DIRECTIONS FOR THIS TASK :: Copy out each line below containing "position".

SOURCE MATERIAL ::
======

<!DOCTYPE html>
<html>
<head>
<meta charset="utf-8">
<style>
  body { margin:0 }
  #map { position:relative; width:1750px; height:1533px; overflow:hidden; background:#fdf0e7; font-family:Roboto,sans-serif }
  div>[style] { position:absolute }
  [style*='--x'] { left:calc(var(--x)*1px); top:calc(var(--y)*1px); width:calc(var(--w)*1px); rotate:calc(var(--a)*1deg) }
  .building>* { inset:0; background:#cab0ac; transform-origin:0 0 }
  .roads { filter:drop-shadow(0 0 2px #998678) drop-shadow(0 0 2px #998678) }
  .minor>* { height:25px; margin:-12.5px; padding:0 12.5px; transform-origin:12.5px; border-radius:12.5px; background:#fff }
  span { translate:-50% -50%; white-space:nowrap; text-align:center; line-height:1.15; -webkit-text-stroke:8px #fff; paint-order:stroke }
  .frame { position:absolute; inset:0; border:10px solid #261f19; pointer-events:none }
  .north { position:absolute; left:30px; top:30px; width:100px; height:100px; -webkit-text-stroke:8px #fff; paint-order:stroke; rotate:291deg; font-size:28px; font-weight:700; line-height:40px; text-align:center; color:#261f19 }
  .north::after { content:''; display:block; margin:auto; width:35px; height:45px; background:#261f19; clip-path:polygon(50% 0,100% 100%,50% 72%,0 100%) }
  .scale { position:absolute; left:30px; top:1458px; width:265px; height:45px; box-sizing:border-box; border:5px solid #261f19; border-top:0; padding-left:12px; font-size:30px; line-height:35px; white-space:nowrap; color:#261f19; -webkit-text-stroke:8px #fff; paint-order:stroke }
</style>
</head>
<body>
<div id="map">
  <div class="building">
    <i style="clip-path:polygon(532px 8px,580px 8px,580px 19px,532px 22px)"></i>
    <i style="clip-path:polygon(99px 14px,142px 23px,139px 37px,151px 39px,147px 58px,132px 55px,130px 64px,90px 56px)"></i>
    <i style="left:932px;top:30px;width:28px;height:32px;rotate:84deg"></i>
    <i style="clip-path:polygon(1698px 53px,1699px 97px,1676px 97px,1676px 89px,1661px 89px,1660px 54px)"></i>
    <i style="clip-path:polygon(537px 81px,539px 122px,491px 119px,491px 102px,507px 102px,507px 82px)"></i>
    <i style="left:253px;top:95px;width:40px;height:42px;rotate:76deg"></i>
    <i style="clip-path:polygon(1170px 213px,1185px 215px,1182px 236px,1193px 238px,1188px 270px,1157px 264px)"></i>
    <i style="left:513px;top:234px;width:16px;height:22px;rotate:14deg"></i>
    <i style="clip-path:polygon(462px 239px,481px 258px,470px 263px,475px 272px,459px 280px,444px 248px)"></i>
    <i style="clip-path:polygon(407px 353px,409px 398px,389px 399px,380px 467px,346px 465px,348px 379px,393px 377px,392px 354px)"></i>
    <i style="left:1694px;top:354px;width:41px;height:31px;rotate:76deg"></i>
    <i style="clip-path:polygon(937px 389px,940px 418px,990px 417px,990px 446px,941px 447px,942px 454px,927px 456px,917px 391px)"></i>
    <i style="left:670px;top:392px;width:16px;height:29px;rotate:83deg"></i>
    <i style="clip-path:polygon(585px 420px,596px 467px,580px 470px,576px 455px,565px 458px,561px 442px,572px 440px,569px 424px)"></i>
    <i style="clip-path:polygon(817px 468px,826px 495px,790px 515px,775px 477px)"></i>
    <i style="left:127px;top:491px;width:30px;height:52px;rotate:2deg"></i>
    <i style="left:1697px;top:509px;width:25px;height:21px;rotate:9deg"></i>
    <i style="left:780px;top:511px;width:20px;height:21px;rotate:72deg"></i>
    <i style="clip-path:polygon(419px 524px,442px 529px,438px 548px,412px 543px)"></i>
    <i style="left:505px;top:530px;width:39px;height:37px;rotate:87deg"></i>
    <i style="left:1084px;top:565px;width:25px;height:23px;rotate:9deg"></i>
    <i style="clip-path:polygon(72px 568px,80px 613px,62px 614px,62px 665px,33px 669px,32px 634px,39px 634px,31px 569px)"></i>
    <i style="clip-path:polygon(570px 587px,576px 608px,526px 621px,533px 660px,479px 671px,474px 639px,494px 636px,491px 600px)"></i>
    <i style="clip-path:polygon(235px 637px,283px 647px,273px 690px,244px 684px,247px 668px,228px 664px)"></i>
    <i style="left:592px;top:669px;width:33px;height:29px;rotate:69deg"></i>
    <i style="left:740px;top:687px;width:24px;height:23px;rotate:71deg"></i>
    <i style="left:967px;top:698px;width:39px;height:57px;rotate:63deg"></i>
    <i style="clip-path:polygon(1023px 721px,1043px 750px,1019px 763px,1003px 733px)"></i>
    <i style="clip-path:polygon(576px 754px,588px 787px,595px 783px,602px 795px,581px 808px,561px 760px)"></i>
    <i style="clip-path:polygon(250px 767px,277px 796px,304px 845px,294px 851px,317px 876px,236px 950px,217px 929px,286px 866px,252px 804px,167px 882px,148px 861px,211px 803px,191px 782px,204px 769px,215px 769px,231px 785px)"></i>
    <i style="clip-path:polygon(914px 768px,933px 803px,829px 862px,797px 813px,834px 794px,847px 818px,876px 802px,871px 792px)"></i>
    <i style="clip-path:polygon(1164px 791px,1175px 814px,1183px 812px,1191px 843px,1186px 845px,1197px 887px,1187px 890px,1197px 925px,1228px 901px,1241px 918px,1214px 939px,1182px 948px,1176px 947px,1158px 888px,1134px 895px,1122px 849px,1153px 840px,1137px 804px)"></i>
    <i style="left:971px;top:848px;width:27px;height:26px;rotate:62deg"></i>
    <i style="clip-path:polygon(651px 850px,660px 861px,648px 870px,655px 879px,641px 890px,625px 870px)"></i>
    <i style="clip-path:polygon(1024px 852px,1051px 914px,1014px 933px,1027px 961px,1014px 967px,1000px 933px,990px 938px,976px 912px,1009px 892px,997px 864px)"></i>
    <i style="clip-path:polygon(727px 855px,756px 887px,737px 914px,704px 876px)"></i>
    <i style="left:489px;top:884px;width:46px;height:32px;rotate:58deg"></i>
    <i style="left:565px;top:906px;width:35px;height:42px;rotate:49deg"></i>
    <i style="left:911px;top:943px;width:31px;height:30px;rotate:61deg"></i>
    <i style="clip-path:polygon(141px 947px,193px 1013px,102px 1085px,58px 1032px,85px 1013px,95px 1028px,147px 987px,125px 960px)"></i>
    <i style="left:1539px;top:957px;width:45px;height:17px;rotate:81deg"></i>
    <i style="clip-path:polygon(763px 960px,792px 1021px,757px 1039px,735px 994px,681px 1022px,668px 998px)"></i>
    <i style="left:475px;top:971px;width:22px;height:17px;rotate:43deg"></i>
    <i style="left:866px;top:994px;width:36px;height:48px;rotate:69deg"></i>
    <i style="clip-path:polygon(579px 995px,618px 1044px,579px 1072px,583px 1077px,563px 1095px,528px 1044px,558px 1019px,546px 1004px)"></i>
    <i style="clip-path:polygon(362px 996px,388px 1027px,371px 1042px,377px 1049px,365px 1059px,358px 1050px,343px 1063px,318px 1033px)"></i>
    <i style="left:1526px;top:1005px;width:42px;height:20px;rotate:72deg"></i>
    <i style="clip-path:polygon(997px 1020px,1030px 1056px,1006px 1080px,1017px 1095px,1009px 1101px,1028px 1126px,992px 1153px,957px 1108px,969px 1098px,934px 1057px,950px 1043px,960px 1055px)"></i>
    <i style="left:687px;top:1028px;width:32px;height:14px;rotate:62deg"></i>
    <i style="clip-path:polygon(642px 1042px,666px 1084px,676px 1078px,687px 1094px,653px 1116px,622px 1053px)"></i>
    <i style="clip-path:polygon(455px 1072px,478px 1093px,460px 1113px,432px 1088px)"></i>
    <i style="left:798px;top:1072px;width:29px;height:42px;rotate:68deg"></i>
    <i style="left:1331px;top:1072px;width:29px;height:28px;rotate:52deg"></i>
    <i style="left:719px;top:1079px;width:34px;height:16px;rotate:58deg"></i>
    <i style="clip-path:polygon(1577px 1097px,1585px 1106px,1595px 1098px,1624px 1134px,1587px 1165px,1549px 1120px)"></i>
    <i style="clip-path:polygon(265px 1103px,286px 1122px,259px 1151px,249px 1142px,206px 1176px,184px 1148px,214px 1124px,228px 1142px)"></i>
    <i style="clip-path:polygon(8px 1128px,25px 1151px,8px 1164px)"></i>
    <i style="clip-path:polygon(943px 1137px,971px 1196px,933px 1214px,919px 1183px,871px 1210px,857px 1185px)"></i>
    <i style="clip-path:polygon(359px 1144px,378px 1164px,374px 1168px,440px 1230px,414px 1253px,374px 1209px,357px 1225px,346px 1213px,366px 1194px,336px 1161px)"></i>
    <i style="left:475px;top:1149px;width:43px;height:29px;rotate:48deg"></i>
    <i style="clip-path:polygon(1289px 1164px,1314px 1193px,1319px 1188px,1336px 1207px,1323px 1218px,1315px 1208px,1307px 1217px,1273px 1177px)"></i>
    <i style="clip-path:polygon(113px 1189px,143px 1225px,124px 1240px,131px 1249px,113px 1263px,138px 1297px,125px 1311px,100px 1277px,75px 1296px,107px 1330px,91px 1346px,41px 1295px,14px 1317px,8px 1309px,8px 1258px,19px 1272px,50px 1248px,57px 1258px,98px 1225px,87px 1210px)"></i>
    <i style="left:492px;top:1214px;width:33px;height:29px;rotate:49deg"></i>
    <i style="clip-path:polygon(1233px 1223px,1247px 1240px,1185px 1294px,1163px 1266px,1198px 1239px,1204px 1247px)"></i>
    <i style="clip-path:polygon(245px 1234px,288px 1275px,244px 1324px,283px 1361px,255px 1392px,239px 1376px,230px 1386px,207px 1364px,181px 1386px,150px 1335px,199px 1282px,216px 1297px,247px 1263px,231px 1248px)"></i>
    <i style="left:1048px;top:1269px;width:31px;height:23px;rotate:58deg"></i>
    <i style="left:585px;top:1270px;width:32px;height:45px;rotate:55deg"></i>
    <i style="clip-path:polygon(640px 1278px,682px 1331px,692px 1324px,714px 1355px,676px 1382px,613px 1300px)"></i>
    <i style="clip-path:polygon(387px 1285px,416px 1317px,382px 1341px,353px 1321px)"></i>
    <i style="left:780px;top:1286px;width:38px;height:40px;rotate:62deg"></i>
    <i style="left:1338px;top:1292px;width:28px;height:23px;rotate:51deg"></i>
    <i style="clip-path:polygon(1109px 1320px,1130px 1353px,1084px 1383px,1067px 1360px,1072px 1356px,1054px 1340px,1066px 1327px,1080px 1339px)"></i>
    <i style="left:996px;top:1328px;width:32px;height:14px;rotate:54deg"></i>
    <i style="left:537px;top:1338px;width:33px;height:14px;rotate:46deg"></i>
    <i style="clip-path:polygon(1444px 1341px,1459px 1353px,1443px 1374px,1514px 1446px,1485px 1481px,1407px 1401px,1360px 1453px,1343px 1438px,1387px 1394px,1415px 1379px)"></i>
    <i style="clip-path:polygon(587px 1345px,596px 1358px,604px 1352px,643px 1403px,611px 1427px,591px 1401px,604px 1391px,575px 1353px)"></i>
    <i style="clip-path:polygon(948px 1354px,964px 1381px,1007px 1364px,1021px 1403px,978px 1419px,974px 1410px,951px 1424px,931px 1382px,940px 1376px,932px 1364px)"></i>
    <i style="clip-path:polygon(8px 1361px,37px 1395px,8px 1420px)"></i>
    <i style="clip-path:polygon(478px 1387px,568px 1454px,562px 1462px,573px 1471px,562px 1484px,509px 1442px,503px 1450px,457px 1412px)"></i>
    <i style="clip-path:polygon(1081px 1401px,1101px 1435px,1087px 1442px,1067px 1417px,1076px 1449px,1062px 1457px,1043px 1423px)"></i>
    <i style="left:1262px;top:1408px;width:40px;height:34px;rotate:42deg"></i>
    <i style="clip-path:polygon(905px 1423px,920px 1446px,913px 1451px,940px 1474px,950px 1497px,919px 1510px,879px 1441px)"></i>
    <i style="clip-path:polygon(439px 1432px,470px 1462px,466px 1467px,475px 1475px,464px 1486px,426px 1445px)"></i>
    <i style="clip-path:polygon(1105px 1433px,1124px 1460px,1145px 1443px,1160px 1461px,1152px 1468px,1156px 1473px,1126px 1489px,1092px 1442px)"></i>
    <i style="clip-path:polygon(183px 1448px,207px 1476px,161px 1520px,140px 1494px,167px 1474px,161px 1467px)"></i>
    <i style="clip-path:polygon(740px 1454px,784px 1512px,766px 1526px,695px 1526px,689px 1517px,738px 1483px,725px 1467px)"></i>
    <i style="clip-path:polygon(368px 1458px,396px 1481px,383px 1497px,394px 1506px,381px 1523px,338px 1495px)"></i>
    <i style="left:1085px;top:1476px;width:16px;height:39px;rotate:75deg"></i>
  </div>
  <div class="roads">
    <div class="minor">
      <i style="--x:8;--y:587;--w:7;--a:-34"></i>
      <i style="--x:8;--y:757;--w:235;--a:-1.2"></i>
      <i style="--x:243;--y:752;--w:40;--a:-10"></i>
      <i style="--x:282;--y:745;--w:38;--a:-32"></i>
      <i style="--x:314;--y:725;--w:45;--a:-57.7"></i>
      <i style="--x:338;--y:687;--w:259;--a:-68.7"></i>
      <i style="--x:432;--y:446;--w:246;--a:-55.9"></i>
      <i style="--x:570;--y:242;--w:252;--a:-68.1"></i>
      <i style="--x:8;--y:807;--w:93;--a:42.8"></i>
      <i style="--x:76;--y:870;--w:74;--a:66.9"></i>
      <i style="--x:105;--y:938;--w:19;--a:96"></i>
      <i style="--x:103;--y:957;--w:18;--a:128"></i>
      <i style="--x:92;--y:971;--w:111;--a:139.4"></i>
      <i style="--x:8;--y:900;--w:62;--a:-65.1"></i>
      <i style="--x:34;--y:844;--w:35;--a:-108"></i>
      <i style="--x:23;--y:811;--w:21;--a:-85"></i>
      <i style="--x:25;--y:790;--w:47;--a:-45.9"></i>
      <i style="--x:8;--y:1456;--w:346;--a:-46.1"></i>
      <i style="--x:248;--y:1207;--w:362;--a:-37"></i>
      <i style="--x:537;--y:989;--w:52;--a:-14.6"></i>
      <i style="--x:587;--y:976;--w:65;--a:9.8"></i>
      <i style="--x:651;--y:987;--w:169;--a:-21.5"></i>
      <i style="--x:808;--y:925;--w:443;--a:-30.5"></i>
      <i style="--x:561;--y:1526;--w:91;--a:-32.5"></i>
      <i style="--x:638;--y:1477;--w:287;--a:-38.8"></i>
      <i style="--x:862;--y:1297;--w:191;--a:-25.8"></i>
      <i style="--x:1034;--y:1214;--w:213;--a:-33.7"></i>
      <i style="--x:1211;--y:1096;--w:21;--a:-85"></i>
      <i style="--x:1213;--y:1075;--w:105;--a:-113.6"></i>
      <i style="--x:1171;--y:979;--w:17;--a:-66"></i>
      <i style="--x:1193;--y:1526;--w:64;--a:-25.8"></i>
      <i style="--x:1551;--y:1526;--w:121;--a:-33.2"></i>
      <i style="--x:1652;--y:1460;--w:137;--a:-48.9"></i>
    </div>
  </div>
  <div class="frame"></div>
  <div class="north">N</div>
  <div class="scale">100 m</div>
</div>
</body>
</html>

======

EXERCISE RESULT ::
  #map { position:relative; width:1750px; height:1533px; overflow:hidden; background:#fdf0e7; font-family:Roboto,sans-serif }
  div>[style] { position:absolute }
  .frame { position:absolute; inset:0; border:10px solid #261f19; pointer-events:none }
  .north { position:absolute; left:30px; top:30px; width:100px; height:100px; -webkit-text-stroke:8px #fff; paint-order:stroke; rotate:291deg; font-size:28px; font-weight:700; line-height:40px; text-align:center; color:#261f19 }
  .scale { position:absolute; left:30px; top:1458px; width:265px; height:45px; box-sizing:border-box; border:5px solid #261f19; border-top:0; padding-left:12px; font-size:30px; line-height:35px; white-space:nowrap; color:#261f19; -webkit-text-stroke:8px #fff; paint-order:stroke }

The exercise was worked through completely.